But what is the point of accelerating an access which happens only rarely?
Linux caches disk accesses to RAM. The OP asks about caching disk accesses to SSD. SSDs are much more expensive than magnetic disk, but in turn RAM is much more expensive than SSDs. So at a fixed price point you could cache a great deal more of your HD w/ SSD than w/ RAM.
Plus, RAM is wiped on reboot. With an SSD cache in front of your HD, you would benefit from the SSD performance, say, on your next reboot - something a cache in RAM could not offer. Or perhaps you launch Gimp several times a day: it would be nice to see it fire up 100x faster!
Now digesting the real paper at http://www.ece.ncsu.edu/arpers/Papers/MMT_IPDPS10.pdf, they do do a trick of making free() asynchronous to avoid blocking there, but they also do a kind of client-server thing, with a nontrivial but fast and dumb malloc client in the main thread.
Not bad. They really tried a lot of different stuff, thought some stuff out carefully.
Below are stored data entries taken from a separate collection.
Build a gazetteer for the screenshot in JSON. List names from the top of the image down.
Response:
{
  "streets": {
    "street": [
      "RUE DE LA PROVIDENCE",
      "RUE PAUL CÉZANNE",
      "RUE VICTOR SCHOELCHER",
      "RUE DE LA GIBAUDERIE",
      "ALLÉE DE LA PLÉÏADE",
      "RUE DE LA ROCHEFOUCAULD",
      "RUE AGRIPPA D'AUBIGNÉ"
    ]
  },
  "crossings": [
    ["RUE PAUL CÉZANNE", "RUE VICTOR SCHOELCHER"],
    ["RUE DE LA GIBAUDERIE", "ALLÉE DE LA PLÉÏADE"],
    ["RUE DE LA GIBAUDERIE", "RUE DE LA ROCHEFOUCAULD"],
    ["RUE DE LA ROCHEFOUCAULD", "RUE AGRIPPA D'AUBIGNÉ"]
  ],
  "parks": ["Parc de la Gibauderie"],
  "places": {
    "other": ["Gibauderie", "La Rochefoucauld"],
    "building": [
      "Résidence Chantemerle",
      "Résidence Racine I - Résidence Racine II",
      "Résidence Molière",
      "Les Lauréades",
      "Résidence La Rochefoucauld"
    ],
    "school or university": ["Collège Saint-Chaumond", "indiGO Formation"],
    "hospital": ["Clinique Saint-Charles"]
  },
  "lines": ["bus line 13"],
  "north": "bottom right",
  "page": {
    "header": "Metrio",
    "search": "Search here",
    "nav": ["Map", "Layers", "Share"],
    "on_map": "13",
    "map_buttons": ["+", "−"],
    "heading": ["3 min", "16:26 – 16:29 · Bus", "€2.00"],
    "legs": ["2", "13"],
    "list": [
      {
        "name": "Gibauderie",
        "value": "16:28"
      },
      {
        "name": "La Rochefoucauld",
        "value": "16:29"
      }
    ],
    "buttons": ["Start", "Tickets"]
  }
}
This reviewer approves!
Haven't ready the OP: shame on me.
But as it is true that a program which calls malloc() is basically blocked until malloc() returns, the trick here could be that malloc() is made to be a lot dumber... but free() just puts pointers in a queue "to the other thread" and then the other thread can be more time consuming about being smart with making that space available to malloc() again.
OK I'm expressing it badly. Obviously an app which needs memory is blocked until it gets the memory. But the same isn't true of releasing memory: you don't *need* your free()ed blocks to be immediately available. So maybe that's what they do: backload the joint malloc()+free() work into free(), make malloc() really dumb, and shift the free() work off to the other thread via a simple queue.